Einige Themen, die auch diesen Wahlkampf dominierten, sind Fixstarter jeder Wahlauseinandersetzung. Dazu gehören vor allem die Themen Verkehr, die Sicherung bzw. Finanzierung der Pensionen, aber auch die verschiedenen Aspekte von Wohlstand und Vermögensverteilung. Die FPÖ hat auch diesmal wieder das Thema Migration und Asyl auf die Tagesordnung gesetzt, wenn es auch für freiheitliche Verhältnisse eher im Hintergrund blieb. Die ÖVP ließ das Thema, auf das sie 2016 noch voll gesetzt hatte, weitgehend aus. Am auffälligsten war sicherlich, dass das Thema Umwelt- und Klimaschutz erstmals eine so zentrale Rolle einnahm.

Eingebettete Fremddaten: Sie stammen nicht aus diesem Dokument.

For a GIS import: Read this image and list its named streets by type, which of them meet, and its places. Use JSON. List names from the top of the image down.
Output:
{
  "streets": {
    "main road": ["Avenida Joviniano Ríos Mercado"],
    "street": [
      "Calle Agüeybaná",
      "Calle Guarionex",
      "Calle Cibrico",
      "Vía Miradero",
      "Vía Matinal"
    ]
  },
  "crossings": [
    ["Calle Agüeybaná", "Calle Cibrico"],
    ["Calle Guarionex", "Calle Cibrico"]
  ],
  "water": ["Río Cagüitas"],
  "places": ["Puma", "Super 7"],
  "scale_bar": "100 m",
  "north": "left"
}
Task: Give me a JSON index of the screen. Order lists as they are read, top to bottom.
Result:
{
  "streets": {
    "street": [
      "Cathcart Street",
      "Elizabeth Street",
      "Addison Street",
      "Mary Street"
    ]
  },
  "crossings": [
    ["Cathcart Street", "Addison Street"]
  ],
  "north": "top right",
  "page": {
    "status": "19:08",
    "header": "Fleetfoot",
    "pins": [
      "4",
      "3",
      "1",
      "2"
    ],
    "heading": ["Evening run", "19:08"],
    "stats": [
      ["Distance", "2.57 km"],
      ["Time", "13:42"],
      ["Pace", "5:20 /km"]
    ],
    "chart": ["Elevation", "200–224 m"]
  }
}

1. Klimaschutz: Treibhausgasemissionen zu hoch

Hitzerekorde, Extremwetterereignisse und nicht zuletzt die „Fridays for Future“-Bewegung machten Klimaschutz zu einem der Hauptthemen im Wahlkampf. Die Lösungsansätze der Parteien reichen von der Einführung einer CO2-Steuer bis zur Idee, Österreich zur „Wasserstoffnation Nummer eins“ zu machen. Fakt ist: Österreich bleibt von der Klimakrise nicht verschont. Laut Umweltbundesamt hat sich die Temperatur hierzulande seit vorindustrieller Zeit nicht nur wie im weltweiten Durchschnitt um ein, sondern sogar um zwei Grad erhöht.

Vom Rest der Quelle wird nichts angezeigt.